I just did a little project I’ve been noodling since back when I was an accountant: An application to generate GST returns with the minimum amount of data entry.
A few of my design considerations:
Accountants aren’t necessarily technical and are usually pretty conservative. Therefore look and work like paper as much as possible. In a sense this lets the application fake like it’s WYSIWYG too.
Take all of paper’s good bits (in this case mostly familiarity) and add the part computers are good at: changing text high-lighting to show the user what they’re working with, and doing the adding and text arranging for them.
Accountants also know about the tab key. Let the user tab between data entry fields (allow acceleration for power users).
Big buttons are easy to click on. Big text fields are easier to enter data into. This is more than convenience: It makes the application faster and easier to use (actions are clear and don’t require as much pointer deceleration).
Still, I would have liked it all to fit cleanly on a 1024×768 page. Maybe in the re-design.
Keeping the graphics simple made the application look easy to use, I think. The only text on the screen (aside from text in the images) is the default helper text in the business number field which goes away if the user ignores it.
I also kept the business logic simple.
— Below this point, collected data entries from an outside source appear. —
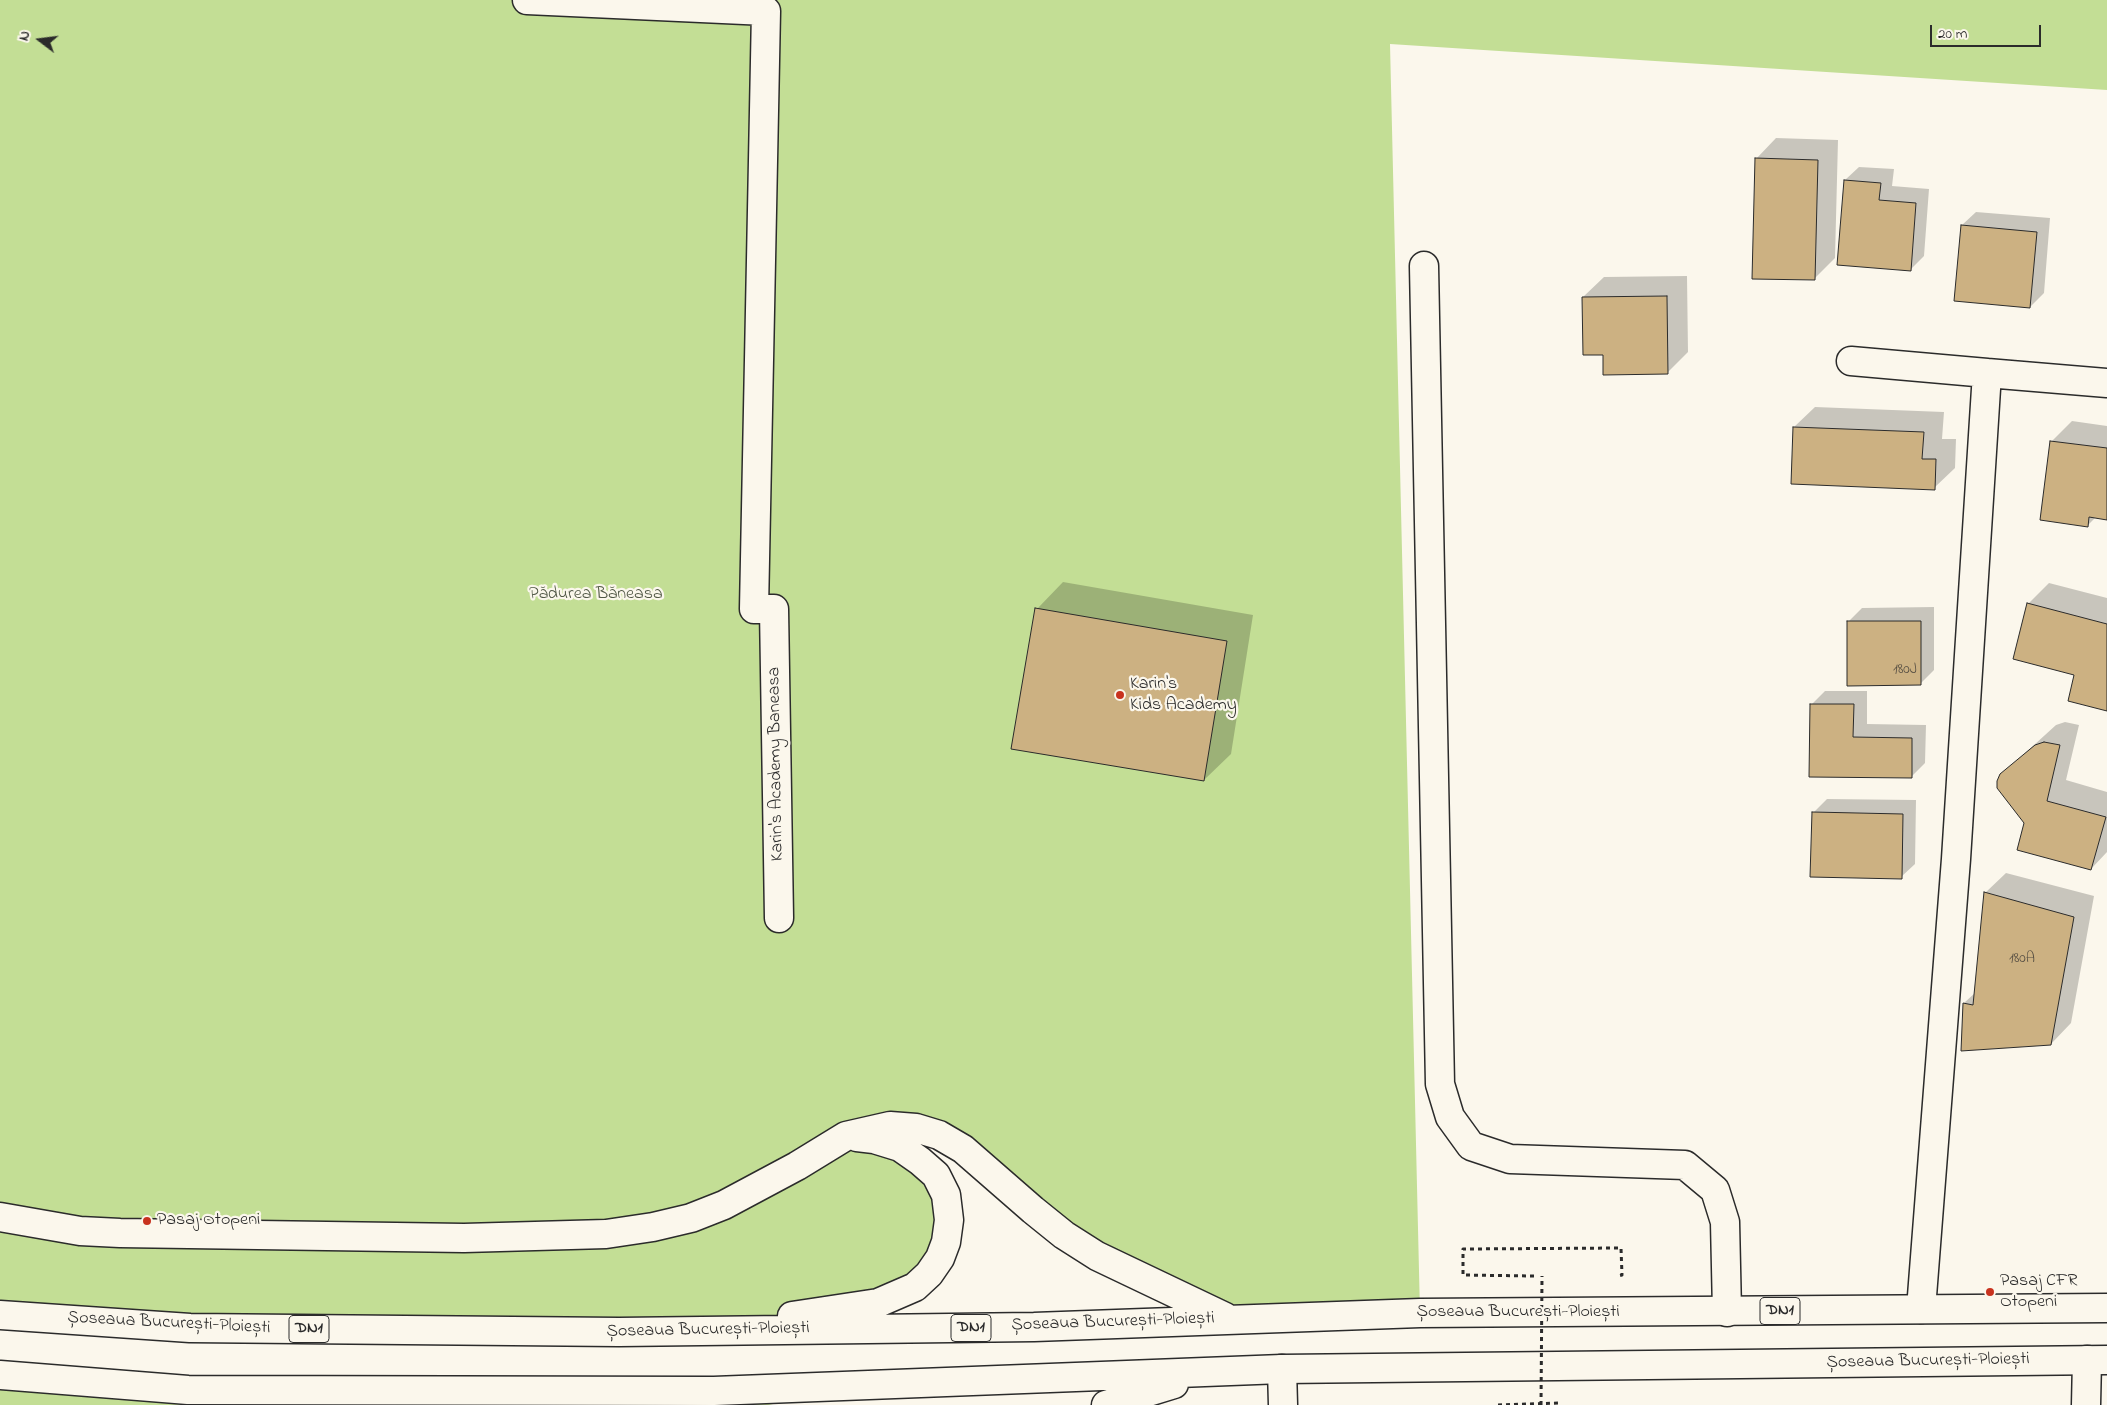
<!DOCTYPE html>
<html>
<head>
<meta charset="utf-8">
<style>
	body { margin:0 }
	#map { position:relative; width:2107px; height:1405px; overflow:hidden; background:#fbf7ec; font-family:"Indie Flower",sans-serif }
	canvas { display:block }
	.north { position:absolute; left:15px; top:15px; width:50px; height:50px; -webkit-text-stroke:4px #fbf7ec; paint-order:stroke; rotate:285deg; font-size:14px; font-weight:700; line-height:20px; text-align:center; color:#2b2b2b }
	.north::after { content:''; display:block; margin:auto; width:18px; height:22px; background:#2b2b2b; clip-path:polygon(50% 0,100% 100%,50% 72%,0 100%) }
	.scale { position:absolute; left:1930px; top:25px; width:111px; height:22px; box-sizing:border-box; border:2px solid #2b2b2b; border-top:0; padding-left:6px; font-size:15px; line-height:18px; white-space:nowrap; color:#2b2b2b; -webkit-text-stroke:4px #fbf7ec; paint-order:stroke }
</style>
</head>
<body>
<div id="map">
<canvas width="2107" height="1405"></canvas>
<div class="north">N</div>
<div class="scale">20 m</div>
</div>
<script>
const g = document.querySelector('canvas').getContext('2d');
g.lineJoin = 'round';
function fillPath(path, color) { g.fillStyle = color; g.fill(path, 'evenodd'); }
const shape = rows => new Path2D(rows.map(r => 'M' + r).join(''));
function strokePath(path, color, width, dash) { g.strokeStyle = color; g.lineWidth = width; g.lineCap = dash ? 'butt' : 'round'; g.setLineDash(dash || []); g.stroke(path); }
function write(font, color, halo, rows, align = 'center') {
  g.font = font + ' "Indie Flower",sans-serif'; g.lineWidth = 4.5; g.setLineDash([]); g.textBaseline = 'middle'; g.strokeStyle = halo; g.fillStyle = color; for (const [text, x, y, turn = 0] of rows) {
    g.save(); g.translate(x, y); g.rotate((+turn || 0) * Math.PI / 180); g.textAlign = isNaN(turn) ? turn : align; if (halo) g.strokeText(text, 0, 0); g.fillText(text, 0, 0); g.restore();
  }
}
fillPath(shape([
	[0,0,2107,0,2107,90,1390,44,1420,1313,1228,1319,1122,1268,916,1128,920,1161,949,1220,915,1287,713,1330,0,1315],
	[0,1375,714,1391,773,1405,0,1405]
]), '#c3de95');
fillPath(shape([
	[1776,138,1838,140,1835,258,1814,279,1756,159],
	[1859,167,1894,169,1892,186,1929,189,1924,256,1910,270,1845,180],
	[1976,212,2050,218,2044,293,2030,307,1962,225],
	[1687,276,1688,352,1667,373,1604,354,1583,297,1604,277],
	[1815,407,1944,412,1942,439,1956,439,1955,468,1934,488,1794,427],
	[2072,421,2107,426,2107,518,2096,517,2088,525,2051,442],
	[1063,582,1253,615,1231,754,1204,780,1037,609],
	[2049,583,2107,598,2107,710,2075,674,2028,604],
	[1934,607,1934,670,1920,684,1848,622,1862,608],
	[1825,691,1867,691,1867,724,1926,725,1925,763,1911,777,1811,776,1812,704],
	[2065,722,2079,725,2066,780,2107,792,2107,852,2091,869,2025,822,2001,775,2056,725],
	[1827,799,1916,800,1915,864,1901,877,1813,813],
	[2006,873,2094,896,2071,1023,2051,1044,1962,1050,1964,1003,1976,992,1985,893]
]), '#0003');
const building = shape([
	[1755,158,1818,160,1815,280,1752,279,1755,158],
	[1844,180,1881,183,1879,200,1916,203,1911,271,1837,265,1844,180],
	[1961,225,2037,232,2030,308,1954,301,1961,225],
	[1667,296,1668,374,1603,375,1603,355,1583,355,1582,297,1667,296],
	[1793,427,1924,432,1922,459,1936,459,1935,490,1791,484,1793,427],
	[2050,441,2107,448,2107,520,2089,517,2088,527,2040,520,2050,441],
	[2027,603,2107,624,2107,711,2068,701,2074,675,2013,659,2027,603],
	[1035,608,1227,641,1204,781,1011,749,1035,608],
	[1847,621,1921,621,1921,685,1847,686,1847,621],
	[1810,704,1854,704,1853,737,1912,738,1912,778,1809,777,1810,704],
	[2044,742,2060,745,2047,801,2106,817,2091,870,2017,850,2024,823,1997,788,1997,781,2000,774,2035,745,2044,742],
	[1812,812,1903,814,1902,879,1810,877,1812,812],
	[1984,892,2074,917,2051,1045,1961,1051,1963,1003,1973,1005,1984,892]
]);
fillPath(building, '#ccb182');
strokePath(building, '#2b2b2b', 1);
const minor = shape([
	[527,0,766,11,754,609,774,609,779,918],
	[1424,266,1440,1084,1450,1117,1471,1146,1510,1159,1685,1165,1715,1190,1725,1222,1727,1312],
	[1851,361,1987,373],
	[1921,1309,1956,859,1987,373,2107,383],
	[1282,1369,1283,1405],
	[2086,1405,2087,1360]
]);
const highway = shape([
	[0,1217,80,1231,120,1233,464,1238,606,1234,653,1227,691,1218,724,1205,797,1166,846,1136,890,1126,916,1128,939,1135,963,1149,1033,1210,1064,1235,1097,1256,1225,1317],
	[0,1315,190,1328,619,1332,1034,1327,1420,1313,2107,1308],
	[792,1316,878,1303,915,1287,929,1274,940,1258,946,1242,949,1220,946,1195,936,1175,920,1161,900,1147,874,1139,857,1137],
	[0,1375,188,1390,714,1391,1282,1369,2107,1360],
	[1106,1405,1174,1384]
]);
strokePath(minor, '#2b2b2b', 31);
strokePath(highway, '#2b2b2b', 31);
strokePath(shape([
	[1534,1276,1463,1275,1463,1249,1621,1248,1622,1275,1618,1276],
	[1498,1405,1558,1403,1558,1405]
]), '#2b2b2b', 3, [4, 4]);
strokePath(minor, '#fbf7ec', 28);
strokePath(highway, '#fbf7ec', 28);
strokePath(shape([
	[1541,1405,1542,1276]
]), '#2b2b2b', 3, [4, 4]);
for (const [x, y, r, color] of [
	[1120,695,5,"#c8321e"],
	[147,1221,5,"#c8321e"],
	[1990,1292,5,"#c8321e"]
]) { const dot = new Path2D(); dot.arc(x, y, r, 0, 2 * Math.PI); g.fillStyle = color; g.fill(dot); strokePath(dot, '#fbf7ec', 2); }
write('15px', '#534c41', null, [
	["180J",1905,671],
	["180A",2022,960]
]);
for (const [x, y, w] of [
	[1780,1311,40],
	[971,1328,40],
	[309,1329,40]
]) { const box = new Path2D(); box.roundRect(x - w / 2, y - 13.5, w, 27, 4); g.fillStyle = '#fbf7ec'; g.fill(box); strokePath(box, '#2b2b2b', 1); }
write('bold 16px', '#2b2b2b', null, [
	["DN1",1780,1311],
	["DN1",971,1328],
	["DN1",309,1329]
]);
write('18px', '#515846', '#fbf7ec', [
	["Pădurea Băneasa",596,595]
]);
write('18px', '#2b2b2b', '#fbf7ec', [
	["Karin's",1130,685],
	["Kids Academy",1130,706],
	["Pasaj Otopeni",157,1221],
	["Pasaj CFR",2000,1282],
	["Otopeni",2000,1303]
], 'left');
write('18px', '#2b2b2b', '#fbf7ec', [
	["Karin's Academy Baneasa",777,764,-91],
	["Șoseaua București-Ploiești",1518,1313],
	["Șoseaua București-Ploiești",1113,1323,-2],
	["Șoseaua București-Ploiești",169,1324,3],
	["Șoseaua București-Ploiești",708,1331,-1],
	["Șoseaua București-Ploiești",1928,1362,-1]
]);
</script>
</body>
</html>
If you enter your net revenue as “three plump oranges”, that’s what goes in line 101. Data validation isn’t necessary in the face of multiple cheap retries.
Like most computer people I have no training in accessibility. Mostly I just added “alt” text.
I tried for maximum compatibility. As always, IE is proving to be a special case…
Anyway, if you have any suggestions let me know. It’s in Google-stylee public beta at the moment. Oh, and: The name? That’s me picking something that’d appeal to accountants
Jared
Comments:
Jack
@Help text:
Good one.
@Separators:
I’m going to try a version of the fields without them. Yes, they’re unhonored — and will be in the form too when it’s cleaned up (I always used to write in the space over the separators at the firm).
@Date fields:
I did think about calendar fields, but the “multiple cheap retries” idea makes those unnecessary too.
The “from” and “to” dates are quarterly, unless it’s a partial-period return. The due date is also statutory, but you can finesse that too. There’s a lot of “validation” possible there that would just get in the way.
Calendar pickers aren’t really useful for picking quarterly dates — you’d have to start each use with paging to the correct month, a huge time-sink. That alone is enough to nix them for me.
Once I start adding validation there are so many special rules on the dates that I wouldn’t have finished. Add to that: Some firms might want dates in different formats. Or different formats for different clients.
But low-cost text-based retries fix all that. Basically: Date picker fields are out-of-scope because they’ve got an inappropriate cost/benefit trade-off. And yes, I thought about this before starting
@Usability:
Usability includes validation when failure takes ages to recover from. If your feedback loop is tight enough I assert that validation is a waste of time. Interactive script sessions are more responsive than debug/compile/test.
I might do number field checking, but the cost of user failure recovery is so low the task is not urgent.
Jack
I’m also concerned about accessibility.
Jack
Also:
Paper doesn’t validate.
Calendar pickers cause a context change from keyboard entry to mouse entry, and all the default calendar pickers have tiny buttons.
Jack
Added show/hide of help text. Here are the rules:
1) Start with the help text.
2) If onFocus the text is still the help text, empty it.
3) If onFocus anywhere else and the help text is empty, reset it.
I did it that way because I hate not being able to get back to the start state of a program — I didn’t want the text to disappear forever. This raises a potential issue though: What if the user wants to print a return with an empty business number?
Really I want to set a flag if the user changes the text, but that can go on the TODO list.
Jack
TODOs:
Add clear button.
Only hide help text if the user changes it.
SSL certs.
PDF cell alignment and stretching.
Jared
Where did this “multiple cheap retries” model come from? Did you come up with it? It’s interesting, but I’d like to see usability metrics.
Are you developing this on OS/X? Because loading a PDF is not so seamless on operating systems that don’t use the format natively. On a badly-configured workstation, the debug-compile-test cycle you’re forcing the user into will be longer.